REALISATION : Amat Escalante
PRODUCTION : Le Pacte, Mantarraya Producciones
AVEC : Ruth Jazmin Ramos, Jesus Meza, Simone Bucio, Eden Villavicencio, Andrea Pelaez, Oscar Escalante, Bernarda Trueba, Fernando Corona, Kenny Johnston
SCENARIO : Amat Escalante, Gibran Portela
PHOTOGRAPHIE : Manuel Alberto Claro
MONTAGE : Fernanda De La Peza, Jacob Schulsinger
BANDE ORIGINALE : Guro Moe, Lasse Marhaug, Martin Escalante
ORIGINE : France, Mexique
TITRE ORIGINAL : La región salvaje
GENRE : Drame, Fantastique, Horreur
DATE DE SORTIE : 19 juillet 2017
DUREE : 1h38
BANDE-ANNONCE

Synopsis : Alejandra vit avec son mari Angel et leurs deux enfants dans une petite ville du Mexique. Le couple, en pleine crise, fait la rencontre de Veronica, jeune fille sans attache, qui leur fait découvrir une cabane au milieu des bois. C’est ici que deux chercheurs cachent et étudient une mystérieuse créature, source de plaisir et de destruction dont le pouvoir reste irrésistible et sans limites…

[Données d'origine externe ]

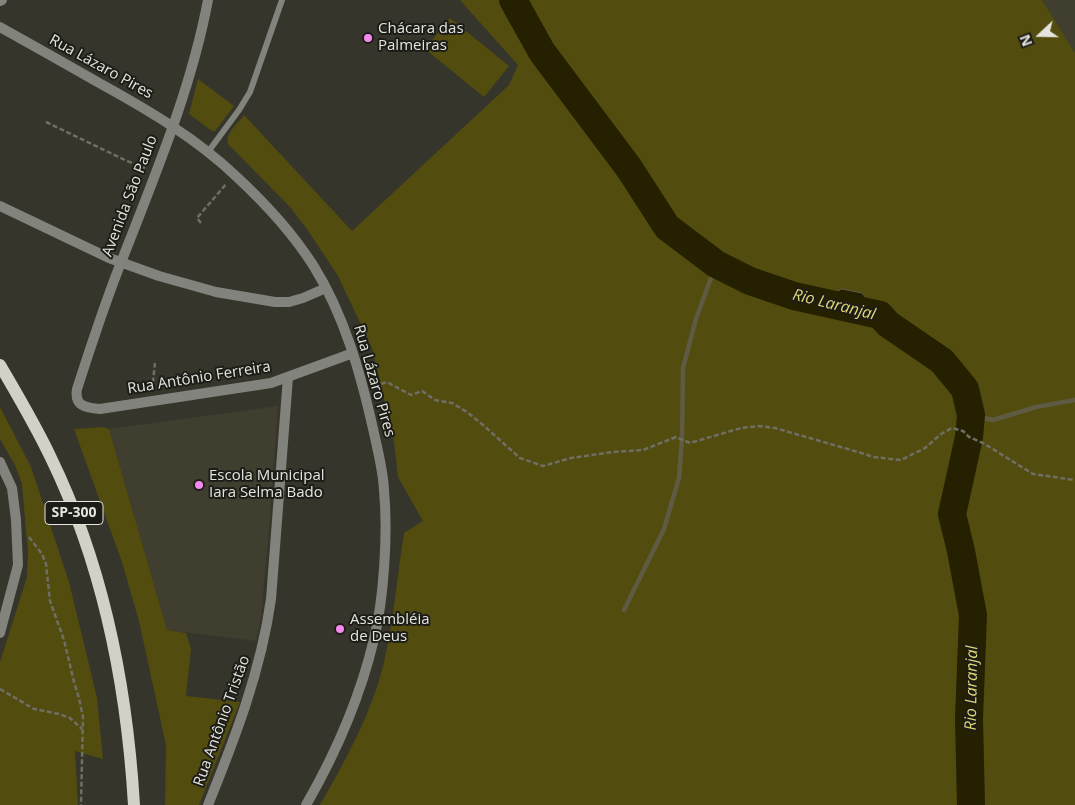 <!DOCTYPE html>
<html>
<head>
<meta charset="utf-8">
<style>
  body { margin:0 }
  #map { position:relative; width:1075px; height:805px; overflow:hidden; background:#36352b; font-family:"Open Sans",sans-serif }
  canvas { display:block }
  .north { position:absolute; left:1015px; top:10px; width:50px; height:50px; -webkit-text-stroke:4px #1d1d18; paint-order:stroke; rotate:249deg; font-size:14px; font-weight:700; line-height:20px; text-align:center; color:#e5e4de }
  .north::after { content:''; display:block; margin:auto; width:18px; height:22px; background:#e5e4de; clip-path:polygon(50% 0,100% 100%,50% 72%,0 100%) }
</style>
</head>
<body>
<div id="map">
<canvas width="1075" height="805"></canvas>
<div class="north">N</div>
</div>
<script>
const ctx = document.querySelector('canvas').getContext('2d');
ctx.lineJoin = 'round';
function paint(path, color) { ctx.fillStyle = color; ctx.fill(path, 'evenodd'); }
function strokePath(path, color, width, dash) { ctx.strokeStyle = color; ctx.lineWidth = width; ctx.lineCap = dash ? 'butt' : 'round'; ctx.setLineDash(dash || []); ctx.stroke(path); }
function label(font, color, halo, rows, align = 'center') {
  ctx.font = font + ' "Open Sans",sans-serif'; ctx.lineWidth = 4; ctx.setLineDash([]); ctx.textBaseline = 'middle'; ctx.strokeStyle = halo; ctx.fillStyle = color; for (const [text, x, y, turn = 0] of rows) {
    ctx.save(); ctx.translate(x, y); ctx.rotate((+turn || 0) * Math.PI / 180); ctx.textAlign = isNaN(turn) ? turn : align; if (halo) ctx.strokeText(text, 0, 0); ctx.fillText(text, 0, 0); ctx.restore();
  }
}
const built = new Path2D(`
  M 1042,0 L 1075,0 L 1075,53 L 1051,16 Z
  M 278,406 L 268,542 L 261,618 L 256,641 L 167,630 L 109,429 Z`);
const green = new Path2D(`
  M 460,0 L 1042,0 L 1075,53 L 1075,805 L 320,805 C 343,765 365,725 379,681 C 393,633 396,583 404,533 L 423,521 L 398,477 L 394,441 L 372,348 L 338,276 L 307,229 L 290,207 L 228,144 C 225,134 238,123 244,115 L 352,231 L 509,85 L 518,65 Z
  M 450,18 L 509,66 L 484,97 L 425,49 Z
  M 198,79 L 234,106 L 215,131 L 212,131 L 189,114 Z
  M 0,407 L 31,467 L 69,582 L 97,698 L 103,759 L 75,751 L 78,805 L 0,805 L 0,662 L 27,577 L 28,553 L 22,484 L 15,465 L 0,439 Z
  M 104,427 L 109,429 L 167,630 L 186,633 L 191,649 L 186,696 L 240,702 L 199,805 L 165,805 L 166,745 L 139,621 L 122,562 L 74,429 Z`);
const water = new Path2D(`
  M 842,289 L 862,293 L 880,315 L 870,321 L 858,324 L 851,318 L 804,304 L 794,296 L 811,292 L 834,293 Z`);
const stream = new Path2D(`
  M 971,415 L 993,420 L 1036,407 L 1075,400
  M 624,610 L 664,529 L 679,478 L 682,439 L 683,368 L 696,319 L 716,264`);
const river = new Path2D(`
  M 513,0 L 542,52 L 629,168 L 667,227 L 716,264 L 750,281 L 794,296 L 880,315 L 888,324 L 942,361 L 965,389 L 971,415 L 969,437 L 952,514 L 961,551 L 973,615 L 969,719 L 971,805`);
const path = new Path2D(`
  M 46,122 L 127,161 L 145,168
  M 201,223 L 197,218 L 227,183
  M 374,386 L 387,382 L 411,395 L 422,391 L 435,400 L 452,403 L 467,412 L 483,425 L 520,458 L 543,466 L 571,458 L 613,452 L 643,450 L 676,437 L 690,443 L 741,428 L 759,426 L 775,428 L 865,454 L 873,457 L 901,460 L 925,448 L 941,434 L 952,428 L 963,431 L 969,437 L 983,443 L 1033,474 L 1075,480
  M 152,390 L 155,363
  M 29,537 L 42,554 L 46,564 L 50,601 L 64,640 L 74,682 L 79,698 L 83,717 L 81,805
  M 0,689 L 34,709 L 59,714 L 70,718 L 82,729`);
const lane = new Path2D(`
  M 208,152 L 239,110 L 250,92 L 282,0`);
const street = new Path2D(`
  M 208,0 C 191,90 155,175 122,260 C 105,302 91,346 77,389 C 74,406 86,408 100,409 L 271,383 L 353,353
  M 0,1 L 2,0
  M 0,27 C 34,46 68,65 101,84 C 150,111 197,139 237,177 C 265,203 292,232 313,265 C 345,316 361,375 374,433 C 378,452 383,470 384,490 C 388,533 384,598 374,639 C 360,698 336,753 306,805
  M 0,206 L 109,258 L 159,276 L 216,292 L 275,302 L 289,302 L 303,298 L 326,288
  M 0,462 L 12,488 L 16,520 L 18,565 L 0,633
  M 208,805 C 235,738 261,671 271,599 L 288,377`);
const primary = new Path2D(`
  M 0,365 C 18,396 36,426 51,458 C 103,565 127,687 134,805`);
const markers = [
  [368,38,5,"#f589ef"],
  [199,485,5,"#f589ef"],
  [340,629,5,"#f589ef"]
];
const shields = [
  [74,513,58]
];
const shieldNames = [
  ["SP-300",74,513]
];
const poiNames = [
  ["Chácara das",378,29],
  ["Palmeiras",378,46],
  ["Escola Municipal",209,476],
  ["Iara Selma Bado",209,493],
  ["Assembléia",350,620],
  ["de Deus",350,637]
];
const streetNames = [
  ["Rua Lázaro Pires",101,67,29],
  ["Avenida São Paulo",130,196,-69],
  ["Rua Antônio Ferreira",199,378,-9],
  ["Rua Lázaro Pires",374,381,74],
  ["Rua Antônio Tristão",222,721,-70]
];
const waterNames = [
  ["Rio Laranjal",834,305,14],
  ["Rio Laranjal",972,688,-89]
];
paint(built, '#403e2f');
paint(green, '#534c0f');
paint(water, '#252000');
strokePath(water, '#5f5b43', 1);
strokePath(stream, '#5f5b43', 4.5);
strokePath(river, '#252000', 28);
strokePath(path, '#6f6e65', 2.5, [5, 2.5]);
strokePath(lane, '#83837e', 6);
strokePath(street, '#83837e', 10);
strokePath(primary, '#d2d1c7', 12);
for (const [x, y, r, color] of markers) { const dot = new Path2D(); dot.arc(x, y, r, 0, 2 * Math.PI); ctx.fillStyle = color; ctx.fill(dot); strokePath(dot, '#1d1d18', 2); }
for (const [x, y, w] of shields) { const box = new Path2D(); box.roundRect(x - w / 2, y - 11.5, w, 23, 4); ctx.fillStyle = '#1d1d18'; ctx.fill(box); strokePath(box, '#e5e4de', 1); }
label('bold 14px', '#e5e4de', null, shieldNames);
label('15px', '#e5e4de', '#1d1d18', poiNames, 'left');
label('15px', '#e5e4de', '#1d1d18', streetNames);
label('italic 16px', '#e2d775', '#1d1d18', waterNames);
</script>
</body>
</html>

Amat Escalante quitte la peinture radicale du Mexique contemporain pour un cinéma de genre empreint de pistes réflexives vertigineuses sur la question du désir. Destination : une région (très) sauvage.

C’est quoi, ce putain de caillou ? Balancé tel quel avant l’apparition du titre et le début d’un scénario fermement arrimé au plancher des vaches (enfin, façon de parler…), ce plan incongru d’une mystérieuse météorite noire flottant dans l’espace a d’entrée valeur d’allégorie. Car, si tout commence ici dans les étoiles, c’est avant tout pour créer un avertissement, pour suggérer un arrière-plan science-fictionnel qui va hanter le réel et laisser ses forces agir en parallèle des enjeux les plus prosaïques. Que le réalisateur de la chose soit Amat Escalante est en revanche une légère surprise. On s’était déjà (un peu) acclimaté au style de ce fer de lance du cinéma mexicain indépendant aux côtés de Carlos Reygadas et de Michel Franco, et ce après que ses deux premiers films (les très provocateurs Sangre et Los Bastardos) aient été suivis par le très violent Heli, primé à juste titre pour sa mise en scène au Festival de Cannes en 2013. Le pré-carré d’Escalante, c’est le délabrement social et moral, les rapports sociaux régis par la cruauté, l’hyperréalisme lézardé par le surréalisme, la tension naissant de l’étirement de la durée, la violence confinant à l’étrange à force de se la jouer extrême. Bref, des contextes riches en tension compressée où ça se trucide en famille pour cause de frustration sexuelle, où ça s’explose la tronche au fusil à canon scié afin de mieux s’extraire d’une situation précaire, et où ça torture à tout-va sur fond de prostitution et de trafic de drogue. Contre toute attente, La Région sauvage fait figure d’aboutissement pour cet enfant terrible du cinéma burrito, opérant un parfait effet de continuité tout en laissant le fantastique – et le cinéma de genre in extenso – passer tout à coup de l’épisodique à l’explicite. Sa part surnaturelle constitue ainsi la substance interdite qui, une fois inoculée, va se répandre lentement mais sûrement dans les veines les plus concrètes du corps sociétal, quitte à devenir la métaphore déguisée et déformée de ses propres enjeux. Virus ou vaccin, ce film ? Tout dépend de la réaction qui prolonge l’effet de sidération, en l’état pas si voisin de celui provoqué par n’importe quel conte ouvert au désir, à la violence et aux pulsions les plus viscérales.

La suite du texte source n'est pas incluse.